Sobre os temas do adultério, da paixão, do amor e da loucura, já tão bem explorados em nossa literatura, cabe dizer que em Nelson ganham, em nosso entendimento, os contornos não de um desvio na conduta moral do homem, visão muito cara à tradição realista-naturalista da literatura brasileira, mas como exploração de um traço pertinente da alma, algo comum, do qual ninguém está isento. Ambiente ofuscado pela consciência, pela “verdade”, perigoso ao ser tocado, pois são trágicas as suas conseqüências, quase sempre conduzindo à aniquilação.

O ato que produz a fratura na vida, tornando-a, ao final das contas, notícia, ou seja, matéria “normal”, podendo figurar nas páginas de um noticiário qualquer. A vida como matéria, vida como ela é, sem mistérios, sem transcendência. A vida e a tragédia, comuns, como elas são, entrelaçadas, duas faces do mesmo rosto, duas expressões da mesma vida, demonstrando ser o trágico uma das forças que movimentam a existência humana e a conduzem a seu um inevitável destino. O trágico, o “dizer sim à vida, até mesmo em seus problemas mais estranhos e mais duros, a vontade de vida, alegrando-se no sacrifício de seus tipos mais superiores à sua própria inauxerabilidade (...)”[1].

Retornando à característica dos textos de “A vida como ela é”, percebem-se neles a força, o fôlego e um enorme poder de síntese, cheio de sugestões poderosas, diálogos cortantes e ligeiros. Caricaturados estão o amigo canalha, a sogra, a vizinha, a mulher feia, o marido honesto, a mulher sem pecado (título inclusive da primeira peça de Nelson Rodrigues), a mulher da vida. Paixão e morte atreladas à força do trivial, movimentando as relações humanas mediadas pelos interesses e pelo desejo. Dinheiro, automóveis, apartamentos, casas onde residem o pai e suas filhas casadas, tias solteironas, cunhados tarados, jovens dissimuladas em tenra idade são o palco onde a vida é encenada sempre em sua “normalidade”, até que surge uma fratura, que dimensiona o real para o quase irreal da realidade.

Dizemos quase, porque o que se observa é, de fato, a corrente da vida, que não rejeita a tragédia como engrenagem de transformação das aparências, como uma das ações da própria natureza, ou melhor, como integrante da natureza, ou alma, humana.

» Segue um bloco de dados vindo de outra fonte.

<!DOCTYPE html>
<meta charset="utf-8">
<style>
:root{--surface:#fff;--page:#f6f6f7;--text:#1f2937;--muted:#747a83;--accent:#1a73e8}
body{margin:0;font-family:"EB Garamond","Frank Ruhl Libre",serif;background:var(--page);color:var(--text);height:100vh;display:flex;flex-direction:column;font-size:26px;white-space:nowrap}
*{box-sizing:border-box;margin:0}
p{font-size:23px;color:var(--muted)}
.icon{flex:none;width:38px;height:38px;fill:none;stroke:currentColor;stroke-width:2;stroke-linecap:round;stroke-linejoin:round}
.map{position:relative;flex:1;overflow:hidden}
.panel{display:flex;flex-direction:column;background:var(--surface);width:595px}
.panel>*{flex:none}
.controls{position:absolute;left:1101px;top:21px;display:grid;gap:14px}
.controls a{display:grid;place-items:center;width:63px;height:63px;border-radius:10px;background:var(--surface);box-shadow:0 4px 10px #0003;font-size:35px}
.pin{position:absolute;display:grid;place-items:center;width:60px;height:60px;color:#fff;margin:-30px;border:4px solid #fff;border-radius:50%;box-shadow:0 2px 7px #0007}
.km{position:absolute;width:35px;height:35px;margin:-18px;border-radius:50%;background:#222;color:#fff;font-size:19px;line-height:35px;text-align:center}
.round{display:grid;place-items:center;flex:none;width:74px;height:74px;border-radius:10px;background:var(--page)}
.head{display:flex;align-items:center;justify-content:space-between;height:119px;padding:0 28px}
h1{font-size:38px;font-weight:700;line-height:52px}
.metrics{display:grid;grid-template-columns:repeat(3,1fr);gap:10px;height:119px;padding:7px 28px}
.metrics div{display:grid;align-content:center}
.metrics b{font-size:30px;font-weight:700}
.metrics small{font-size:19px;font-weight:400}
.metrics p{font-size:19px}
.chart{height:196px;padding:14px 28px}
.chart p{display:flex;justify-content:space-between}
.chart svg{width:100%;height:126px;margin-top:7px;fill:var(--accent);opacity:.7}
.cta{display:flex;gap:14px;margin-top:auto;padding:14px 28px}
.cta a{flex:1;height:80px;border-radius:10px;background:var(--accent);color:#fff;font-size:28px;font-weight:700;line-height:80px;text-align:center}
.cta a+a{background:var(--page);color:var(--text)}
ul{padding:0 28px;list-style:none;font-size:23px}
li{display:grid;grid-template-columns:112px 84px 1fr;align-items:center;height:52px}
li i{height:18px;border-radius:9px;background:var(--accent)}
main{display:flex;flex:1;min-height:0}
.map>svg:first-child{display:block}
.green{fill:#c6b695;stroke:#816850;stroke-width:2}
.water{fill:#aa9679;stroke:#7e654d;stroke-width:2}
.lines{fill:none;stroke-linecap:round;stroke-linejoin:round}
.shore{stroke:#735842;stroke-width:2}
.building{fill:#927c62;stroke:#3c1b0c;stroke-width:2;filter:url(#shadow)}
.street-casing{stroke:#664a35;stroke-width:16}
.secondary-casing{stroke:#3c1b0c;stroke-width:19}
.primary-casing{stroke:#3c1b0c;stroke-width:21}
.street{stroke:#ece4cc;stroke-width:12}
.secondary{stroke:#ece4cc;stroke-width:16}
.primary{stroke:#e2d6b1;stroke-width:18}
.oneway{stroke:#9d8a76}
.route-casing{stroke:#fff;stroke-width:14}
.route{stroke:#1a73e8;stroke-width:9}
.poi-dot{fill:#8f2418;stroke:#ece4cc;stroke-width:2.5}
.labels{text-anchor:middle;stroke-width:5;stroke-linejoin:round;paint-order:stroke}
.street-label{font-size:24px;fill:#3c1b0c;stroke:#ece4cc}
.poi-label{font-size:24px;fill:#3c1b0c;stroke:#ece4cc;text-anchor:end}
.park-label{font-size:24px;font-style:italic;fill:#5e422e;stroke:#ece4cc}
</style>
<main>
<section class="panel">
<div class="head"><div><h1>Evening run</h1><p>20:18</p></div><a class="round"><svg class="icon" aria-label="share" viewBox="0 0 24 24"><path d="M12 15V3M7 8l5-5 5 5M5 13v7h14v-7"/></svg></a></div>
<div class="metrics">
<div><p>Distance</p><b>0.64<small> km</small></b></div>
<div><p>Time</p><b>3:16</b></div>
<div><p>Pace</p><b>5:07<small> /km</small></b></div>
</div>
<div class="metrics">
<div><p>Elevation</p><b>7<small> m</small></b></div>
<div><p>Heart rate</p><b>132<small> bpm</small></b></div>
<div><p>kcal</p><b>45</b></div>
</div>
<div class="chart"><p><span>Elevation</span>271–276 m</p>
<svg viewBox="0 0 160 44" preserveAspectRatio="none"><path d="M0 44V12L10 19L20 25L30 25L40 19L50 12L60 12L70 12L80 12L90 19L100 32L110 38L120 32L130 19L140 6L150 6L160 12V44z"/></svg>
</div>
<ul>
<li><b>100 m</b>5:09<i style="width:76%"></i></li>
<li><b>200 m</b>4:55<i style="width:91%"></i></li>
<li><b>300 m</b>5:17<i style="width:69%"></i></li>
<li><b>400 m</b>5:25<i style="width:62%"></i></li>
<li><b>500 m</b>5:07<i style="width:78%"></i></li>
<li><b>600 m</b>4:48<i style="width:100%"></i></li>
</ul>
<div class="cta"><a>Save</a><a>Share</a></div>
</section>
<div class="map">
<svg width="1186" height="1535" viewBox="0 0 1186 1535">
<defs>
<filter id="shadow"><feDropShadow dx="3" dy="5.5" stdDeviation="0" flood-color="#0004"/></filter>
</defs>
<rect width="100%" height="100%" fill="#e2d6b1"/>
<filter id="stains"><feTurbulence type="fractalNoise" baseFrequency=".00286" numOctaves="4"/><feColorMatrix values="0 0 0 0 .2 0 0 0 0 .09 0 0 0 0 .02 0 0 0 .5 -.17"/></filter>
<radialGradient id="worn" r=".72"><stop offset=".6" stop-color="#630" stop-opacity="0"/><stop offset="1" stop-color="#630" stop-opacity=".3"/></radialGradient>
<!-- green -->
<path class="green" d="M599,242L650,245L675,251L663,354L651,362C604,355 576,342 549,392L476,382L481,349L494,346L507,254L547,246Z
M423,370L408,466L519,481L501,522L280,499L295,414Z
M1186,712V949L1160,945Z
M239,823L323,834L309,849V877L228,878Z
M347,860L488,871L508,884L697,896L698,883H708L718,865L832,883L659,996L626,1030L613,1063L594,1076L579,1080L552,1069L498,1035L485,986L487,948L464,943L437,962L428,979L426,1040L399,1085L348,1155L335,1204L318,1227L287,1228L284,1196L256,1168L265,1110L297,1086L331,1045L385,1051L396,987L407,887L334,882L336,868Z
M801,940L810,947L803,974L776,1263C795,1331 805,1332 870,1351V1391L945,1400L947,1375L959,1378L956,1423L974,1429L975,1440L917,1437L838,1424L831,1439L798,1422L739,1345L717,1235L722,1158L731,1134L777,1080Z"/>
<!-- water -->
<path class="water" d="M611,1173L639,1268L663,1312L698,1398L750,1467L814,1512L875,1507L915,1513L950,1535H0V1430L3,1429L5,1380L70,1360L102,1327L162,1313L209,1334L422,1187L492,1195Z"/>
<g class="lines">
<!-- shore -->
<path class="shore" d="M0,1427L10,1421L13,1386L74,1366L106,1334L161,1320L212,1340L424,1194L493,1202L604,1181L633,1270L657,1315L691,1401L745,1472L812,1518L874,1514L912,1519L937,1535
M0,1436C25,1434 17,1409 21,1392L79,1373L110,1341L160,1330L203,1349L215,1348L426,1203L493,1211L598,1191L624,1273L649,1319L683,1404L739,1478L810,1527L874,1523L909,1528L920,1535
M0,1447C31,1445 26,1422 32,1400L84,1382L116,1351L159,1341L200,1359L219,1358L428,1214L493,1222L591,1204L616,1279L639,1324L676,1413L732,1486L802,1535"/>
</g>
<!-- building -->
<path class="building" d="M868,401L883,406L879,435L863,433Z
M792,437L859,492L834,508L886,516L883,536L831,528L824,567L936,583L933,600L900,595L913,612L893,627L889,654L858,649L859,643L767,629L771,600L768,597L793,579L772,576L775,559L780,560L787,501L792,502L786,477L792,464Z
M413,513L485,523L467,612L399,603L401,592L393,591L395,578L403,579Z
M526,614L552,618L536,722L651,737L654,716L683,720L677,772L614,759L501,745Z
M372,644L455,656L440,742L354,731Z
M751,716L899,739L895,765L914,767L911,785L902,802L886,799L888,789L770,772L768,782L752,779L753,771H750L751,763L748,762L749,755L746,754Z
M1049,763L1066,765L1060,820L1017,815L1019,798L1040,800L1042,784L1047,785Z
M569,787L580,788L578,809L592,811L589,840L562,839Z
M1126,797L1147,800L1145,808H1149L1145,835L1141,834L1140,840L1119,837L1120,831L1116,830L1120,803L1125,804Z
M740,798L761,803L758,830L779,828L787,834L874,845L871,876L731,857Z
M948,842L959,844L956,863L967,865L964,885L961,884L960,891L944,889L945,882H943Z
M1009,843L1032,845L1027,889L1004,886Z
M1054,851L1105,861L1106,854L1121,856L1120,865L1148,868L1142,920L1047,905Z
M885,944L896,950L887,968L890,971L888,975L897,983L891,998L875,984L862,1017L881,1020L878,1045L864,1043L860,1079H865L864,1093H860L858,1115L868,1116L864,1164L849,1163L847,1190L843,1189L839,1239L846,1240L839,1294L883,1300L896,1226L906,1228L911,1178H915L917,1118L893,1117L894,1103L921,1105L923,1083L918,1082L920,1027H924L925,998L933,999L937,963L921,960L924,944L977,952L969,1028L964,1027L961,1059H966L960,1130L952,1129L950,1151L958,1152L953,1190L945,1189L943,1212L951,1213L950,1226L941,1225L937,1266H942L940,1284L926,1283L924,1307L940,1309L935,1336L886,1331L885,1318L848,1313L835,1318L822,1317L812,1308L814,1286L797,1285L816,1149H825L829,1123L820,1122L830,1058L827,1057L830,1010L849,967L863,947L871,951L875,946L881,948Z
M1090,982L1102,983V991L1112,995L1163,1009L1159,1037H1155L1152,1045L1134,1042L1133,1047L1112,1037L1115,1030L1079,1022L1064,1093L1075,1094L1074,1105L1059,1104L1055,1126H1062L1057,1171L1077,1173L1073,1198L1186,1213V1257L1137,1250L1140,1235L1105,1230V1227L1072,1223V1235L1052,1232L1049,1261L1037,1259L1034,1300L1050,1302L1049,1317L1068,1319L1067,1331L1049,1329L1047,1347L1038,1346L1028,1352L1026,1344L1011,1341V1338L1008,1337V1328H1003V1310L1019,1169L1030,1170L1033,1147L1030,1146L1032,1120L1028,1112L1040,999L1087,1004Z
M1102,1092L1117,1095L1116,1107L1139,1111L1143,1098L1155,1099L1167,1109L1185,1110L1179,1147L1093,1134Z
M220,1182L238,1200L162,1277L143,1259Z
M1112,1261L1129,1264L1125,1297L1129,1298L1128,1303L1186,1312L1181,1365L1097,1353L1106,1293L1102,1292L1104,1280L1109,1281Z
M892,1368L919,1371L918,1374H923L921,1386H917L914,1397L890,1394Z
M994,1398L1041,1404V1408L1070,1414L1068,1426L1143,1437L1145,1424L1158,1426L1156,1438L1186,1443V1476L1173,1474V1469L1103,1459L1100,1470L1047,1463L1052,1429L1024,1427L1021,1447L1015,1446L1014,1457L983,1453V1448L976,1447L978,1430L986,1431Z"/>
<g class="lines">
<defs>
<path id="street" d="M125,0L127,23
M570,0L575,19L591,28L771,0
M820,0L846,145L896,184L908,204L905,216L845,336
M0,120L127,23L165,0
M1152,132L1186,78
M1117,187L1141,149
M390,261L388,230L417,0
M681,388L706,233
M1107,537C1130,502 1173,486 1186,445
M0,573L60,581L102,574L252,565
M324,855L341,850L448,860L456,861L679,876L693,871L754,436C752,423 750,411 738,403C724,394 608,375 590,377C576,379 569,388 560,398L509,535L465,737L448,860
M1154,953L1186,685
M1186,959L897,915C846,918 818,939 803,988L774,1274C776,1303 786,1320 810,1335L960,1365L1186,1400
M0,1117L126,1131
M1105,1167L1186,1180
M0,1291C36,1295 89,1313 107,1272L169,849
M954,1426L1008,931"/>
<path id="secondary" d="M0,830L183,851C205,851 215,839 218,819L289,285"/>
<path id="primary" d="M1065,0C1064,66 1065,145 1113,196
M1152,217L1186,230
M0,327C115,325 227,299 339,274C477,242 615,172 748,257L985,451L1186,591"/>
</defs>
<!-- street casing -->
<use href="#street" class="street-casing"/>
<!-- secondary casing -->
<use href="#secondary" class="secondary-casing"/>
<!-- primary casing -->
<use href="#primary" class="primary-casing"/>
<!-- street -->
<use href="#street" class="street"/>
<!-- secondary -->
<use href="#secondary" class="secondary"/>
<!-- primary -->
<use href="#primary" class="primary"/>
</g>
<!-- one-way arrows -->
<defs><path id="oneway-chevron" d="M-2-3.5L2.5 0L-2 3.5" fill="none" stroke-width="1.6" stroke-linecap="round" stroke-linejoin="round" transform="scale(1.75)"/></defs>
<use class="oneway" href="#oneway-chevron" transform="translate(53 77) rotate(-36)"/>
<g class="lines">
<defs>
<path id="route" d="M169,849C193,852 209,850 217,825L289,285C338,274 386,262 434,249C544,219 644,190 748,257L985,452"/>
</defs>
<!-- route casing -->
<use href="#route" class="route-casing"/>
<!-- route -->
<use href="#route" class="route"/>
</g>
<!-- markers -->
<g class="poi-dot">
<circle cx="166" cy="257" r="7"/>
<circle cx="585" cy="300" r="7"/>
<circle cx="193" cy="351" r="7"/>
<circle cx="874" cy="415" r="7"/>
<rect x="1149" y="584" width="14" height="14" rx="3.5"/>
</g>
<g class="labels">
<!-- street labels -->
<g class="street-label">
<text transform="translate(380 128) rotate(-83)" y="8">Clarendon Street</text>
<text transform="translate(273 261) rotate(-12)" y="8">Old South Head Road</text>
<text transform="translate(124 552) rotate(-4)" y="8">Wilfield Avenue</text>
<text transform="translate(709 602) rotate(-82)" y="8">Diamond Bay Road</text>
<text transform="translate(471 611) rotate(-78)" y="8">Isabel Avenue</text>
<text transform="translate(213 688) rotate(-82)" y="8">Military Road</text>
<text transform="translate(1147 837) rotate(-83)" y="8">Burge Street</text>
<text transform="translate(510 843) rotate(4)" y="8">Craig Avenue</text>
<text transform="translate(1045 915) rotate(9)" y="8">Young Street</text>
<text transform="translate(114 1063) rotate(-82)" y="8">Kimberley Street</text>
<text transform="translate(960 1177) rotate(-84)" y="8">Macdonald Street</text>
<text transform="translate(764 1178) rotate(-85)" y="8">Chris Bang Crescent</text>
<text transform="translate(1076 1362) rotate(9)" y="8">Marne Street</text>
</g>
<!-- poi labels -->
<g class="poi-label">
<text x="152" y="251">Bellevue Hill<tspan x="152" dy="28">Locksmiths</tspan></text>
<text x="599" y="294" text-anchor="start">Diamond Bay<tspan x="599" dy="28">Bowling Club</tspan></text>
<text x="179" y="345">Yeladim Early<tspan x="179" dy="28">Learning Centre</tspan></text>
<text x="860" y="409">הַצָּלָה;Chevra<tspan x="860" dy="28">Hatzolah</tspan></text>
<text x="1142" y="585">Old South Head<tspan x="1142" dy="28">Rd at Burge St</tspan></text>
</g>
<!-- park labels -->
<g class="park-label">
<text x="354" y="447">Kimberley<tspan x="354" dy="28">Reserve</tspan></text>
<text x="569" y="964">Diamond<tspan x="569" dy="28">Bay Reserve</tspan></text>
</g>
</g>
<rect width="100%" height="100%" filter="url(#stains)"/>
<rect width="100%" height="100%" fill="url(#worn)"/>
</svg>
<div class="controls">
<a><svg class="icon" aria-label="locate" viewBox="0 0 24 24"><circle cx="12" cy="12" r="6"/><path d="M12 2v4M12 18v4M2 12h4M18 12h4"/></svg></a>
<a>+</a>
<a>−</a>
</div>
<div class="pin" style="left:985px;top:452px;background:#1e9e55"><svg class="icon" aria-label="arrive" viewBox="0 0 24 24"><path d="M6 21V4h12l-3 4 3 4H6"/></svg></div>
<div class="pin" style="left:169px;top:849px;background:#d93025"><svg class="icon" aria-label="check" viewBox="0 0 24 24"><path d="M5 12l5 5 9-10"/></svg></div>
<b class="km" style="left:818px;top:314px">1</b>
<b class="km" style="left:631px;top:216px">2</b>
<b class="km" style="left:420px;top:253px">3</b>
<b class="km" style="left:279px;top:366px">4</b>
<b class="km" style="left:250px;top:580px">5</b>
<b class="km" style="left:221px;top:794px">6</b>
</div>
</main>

A via de abertura da fenda por onde vaza a força da vida, em “A vida como ela é”, o adultério, é apresentada sob diversas formas, mas sempre como uma experiência desorganizadora da realidade, desconfiguradora do mundo das aparências, que conduz à aniquilação da moldura do homem, moldura (aparência) que oculta a sua morbidez e obsessão e que, de forma trágica, torna-se patente em nova moldura, em nova aparência.

A tragédia torna-se assim uma necessidade para que se manifeste aquilo que na aparência está na sombra, escondido, velado, recalcado ou reprimido. A perplexidade, o espanto, tudo que soa como dissonância, desvão, desvio. Nunca uma falha moral, nunca uma ausência de caráter, mas um traço pertinente do homem que o leva ao encontro de sua natureza, uma natureza que não desdenha a catástrofe, o desmoronamento, a destruição.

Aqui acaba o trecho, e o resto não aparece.